═══ Extracted entries

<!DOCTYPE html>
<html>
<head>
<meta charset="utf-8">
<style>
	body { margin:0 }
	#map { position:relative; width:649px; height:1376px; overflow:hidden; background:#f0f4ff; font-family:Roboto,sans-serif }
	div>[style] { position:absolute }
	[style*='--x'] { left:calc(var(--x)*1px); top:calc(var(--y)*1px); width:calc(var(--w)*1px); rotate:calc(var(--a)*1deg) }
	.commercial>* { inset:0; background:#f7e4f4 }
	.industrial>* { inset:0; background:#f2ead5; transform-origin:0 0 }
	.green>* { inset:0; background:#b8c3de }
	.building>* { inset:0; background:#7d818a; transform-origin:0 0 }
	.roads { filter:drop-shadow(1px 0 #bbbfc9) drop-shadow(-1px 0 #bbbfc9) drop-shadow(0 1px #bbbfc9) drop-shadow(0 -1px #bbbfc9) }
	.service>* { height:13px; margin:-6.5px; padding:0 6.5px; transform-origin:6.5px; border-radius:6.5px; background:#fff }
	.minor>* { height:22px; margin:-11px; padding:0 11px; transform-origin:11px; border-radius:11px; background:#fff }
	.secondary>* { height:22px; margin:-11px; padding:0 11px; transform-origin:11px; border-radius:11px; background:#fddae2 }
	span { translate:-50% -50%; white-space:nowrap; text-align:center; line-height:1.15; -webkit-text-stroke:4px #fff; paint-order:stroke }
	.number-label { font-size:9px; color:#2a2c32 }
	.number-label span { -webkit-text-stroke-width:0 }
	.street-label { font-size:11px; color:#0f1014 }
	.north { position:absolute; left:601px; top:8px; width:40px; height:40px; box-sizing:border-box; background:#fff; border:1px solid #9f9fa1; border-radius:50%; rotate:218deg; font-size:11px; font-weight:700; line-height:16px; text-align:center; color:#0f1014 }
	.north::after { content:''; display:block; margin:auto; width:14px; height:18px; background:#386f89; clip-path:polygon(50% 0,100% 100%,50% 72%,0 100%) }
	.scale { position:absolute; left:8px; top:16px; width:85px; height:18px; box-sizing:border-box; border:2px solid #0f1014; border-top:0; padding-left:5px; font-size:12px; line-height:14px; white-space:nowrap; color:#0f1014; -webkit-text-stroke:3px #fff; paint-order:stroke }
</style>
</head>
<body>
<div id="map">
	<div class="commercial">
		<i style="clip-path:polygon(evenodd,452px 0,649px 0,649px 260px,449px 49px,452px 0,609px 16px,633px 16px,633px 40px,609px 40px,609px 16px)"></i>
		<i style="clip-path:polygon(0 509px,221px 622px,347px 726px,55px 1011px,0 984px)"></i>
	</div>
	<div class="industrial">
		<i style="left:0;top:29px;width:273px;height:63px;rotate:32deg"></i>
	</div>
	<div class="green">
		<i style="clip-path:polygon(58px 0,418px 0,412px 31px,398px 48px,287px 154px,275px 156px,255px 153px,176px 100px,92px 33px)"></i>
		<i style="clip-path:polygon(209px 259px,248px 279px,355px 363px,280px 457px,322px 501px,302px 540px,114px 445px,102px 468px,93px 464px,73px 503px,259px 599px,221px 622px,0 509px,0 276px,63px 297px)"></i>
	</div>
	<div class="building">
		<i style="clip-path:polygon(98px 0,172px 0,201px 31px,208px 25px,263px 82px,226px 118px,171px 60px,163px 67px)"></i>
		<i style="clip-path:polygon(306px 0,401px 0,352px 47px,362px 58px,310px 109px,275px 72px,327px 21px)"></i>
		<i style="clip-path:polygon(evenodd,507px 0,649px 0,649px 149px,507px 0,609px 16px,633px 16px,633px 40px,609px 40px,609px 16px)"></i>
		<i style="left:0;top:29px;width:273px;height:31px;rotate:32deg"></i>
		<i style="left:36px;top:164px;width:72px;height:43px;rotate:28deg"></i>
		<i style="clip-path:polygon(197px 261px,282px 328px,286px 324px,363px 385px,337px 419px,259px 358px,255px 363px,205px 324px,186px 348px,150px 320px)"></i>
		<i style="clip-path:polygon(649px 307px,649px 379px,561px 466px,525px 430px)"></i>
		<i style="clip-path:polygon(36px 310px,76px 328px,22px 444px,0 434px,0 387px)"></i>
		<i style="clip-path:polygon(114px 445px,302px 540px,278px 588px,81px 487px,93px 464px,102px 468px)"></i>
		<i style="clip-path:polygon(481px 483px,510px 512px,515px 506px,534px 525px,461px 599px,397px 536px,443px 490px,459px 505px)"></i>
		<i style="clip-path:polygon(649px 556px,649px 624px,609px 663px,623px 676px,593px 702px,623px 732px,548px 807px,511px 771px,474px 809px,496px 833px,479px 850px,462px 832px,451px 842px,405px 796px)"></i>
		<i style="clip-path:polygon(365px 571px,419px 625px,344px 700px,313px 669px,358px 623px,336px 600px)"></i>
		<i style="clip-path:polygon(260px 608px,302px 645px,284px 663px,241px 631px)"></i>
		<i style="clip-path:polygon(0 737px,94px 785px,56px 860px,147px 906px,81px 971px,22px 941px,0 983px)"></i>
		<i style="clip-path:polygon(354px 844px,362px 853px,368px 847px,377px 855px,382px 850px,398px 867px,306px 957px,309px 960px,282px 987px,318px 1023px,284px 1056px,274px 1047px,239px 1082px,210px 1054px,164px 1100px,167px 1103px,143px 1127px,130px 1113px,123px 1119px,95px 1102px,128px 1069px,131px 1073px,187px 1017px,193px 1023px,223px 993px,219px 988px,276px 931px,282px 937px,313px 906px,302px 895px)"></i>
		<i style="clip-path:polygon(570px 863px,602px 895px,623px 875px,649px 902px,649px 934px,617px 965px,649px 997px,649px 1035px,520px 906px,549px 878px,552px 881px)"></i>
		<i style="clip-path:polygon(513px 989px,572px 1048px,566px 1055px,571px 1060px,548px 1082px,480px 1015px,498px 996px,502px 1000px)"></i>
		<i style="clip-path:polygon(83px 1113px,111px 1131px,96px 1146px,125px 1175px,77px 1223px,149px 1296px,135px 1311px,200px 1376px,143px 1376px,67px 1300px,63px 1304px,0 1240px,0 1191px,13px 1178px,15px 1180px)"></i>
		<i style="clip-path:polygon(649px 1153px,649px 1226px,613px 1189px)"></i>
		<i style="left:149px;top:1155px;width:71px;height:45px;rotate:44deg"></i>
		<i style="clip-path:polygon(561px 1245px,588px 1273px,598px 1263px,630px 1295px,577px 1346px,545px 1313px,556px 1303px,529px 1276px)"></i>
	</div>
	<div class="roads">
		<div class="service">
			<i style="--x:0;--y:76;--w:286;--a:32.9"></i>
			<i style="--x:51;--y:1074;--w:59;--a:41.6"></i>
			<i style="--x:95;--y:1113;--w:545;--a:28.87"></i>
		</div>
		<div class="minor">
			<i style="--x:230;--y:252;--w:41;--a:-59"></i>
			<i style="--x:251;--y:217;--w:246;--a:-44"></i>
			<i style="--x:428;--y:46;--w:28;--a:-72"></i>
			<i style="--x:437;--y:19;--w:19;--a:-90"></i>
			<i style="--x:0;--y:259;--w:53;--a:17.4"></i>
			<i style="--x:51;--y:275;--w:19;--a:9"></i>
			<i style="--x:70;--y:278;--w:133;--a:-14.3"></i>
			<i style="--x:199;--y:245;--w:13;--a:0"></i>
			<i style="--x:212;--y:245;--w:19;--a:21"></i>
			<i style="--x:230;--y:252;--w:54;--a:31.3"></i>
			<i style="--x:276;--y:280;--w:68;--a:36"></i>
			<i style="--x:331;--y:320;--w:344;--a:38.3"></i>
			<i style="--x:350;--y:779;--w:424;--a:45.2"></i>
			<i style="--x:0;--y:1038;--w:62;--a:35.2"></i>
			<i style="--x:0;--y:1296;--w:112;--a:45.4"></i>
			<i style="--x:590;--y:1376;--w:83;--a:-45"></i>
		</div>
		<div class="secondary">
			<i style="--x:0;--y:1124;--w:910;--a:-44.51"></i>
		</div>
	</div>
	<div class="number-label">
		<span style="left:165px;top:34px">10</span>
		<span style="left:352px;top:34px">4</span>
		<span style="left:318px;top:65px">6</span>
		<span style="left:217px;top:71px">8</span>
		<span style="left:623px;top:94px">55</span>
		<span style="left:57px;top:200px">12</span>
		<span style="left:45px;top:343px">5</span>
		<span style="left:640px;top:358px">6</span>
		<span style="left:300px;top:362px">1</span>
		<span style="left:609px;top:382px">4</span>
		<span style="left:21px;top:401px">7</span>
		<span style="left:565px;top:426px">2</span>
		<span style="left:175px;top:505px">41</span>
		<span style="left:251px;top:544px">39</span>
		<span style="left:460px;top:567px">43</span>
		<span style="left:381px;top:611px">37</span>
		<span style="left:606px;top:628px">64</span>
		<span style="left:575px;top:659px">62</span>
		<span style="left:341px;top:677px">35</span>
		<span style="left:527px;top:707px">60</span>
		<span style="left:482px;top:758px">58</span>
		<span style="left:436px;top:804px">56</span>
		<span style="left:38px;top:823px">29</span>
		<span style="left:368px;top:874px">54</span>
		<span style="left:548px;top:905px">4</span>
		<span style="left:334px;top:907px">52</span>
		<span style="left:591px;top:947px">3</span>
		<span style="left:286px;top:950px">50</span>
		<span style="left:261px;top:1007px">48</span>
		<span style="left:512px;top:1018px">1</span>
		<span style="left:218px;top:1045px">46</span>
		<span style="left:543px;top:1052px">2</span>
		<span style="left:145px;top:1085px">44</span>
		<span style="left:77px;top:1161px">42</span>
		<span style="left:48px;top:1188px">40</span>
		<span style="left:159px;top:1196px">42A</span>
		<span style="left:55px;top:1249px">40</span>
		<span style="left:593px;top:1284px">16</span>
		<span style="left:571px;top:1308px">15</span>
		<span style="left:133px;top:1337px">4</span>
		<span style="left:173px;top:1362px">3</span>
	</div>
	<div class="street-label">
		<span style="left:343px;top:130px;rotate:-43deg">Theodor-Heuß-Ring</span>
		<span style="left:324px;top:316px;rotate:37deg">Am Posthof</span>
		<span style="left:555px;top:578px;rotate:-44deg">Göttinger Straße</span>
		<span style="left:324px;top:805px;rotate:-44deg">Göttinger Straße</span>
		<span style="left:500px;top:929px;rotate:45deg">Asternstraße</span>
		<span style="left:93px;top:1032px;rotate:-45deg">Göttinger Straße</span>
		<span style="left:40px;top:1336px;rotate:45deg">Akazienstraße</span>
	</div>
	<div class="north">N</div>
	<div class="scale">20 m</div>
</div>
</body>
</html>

══════

## What to work on
Filter the records, keeping only lines that contain "space", and show those lines.

## Result
	span { translate:-50% -50%; white-space:nowrap; text-align:center; line-height:1.15; -webkit-text-stroke:4px #fff; paint-order:stroke }
	.scale { position:absolute; left:8px; top:16px; width:85px; height:18px; box-sizing:border-box; border:2px solid #0f1014; border-top:0; padding-left:5px; font-size:12px; line-height:14px; white-space:nowrap; color:#0f1014; -webkit-text-stroke:3px #fff; paint-order:stroke }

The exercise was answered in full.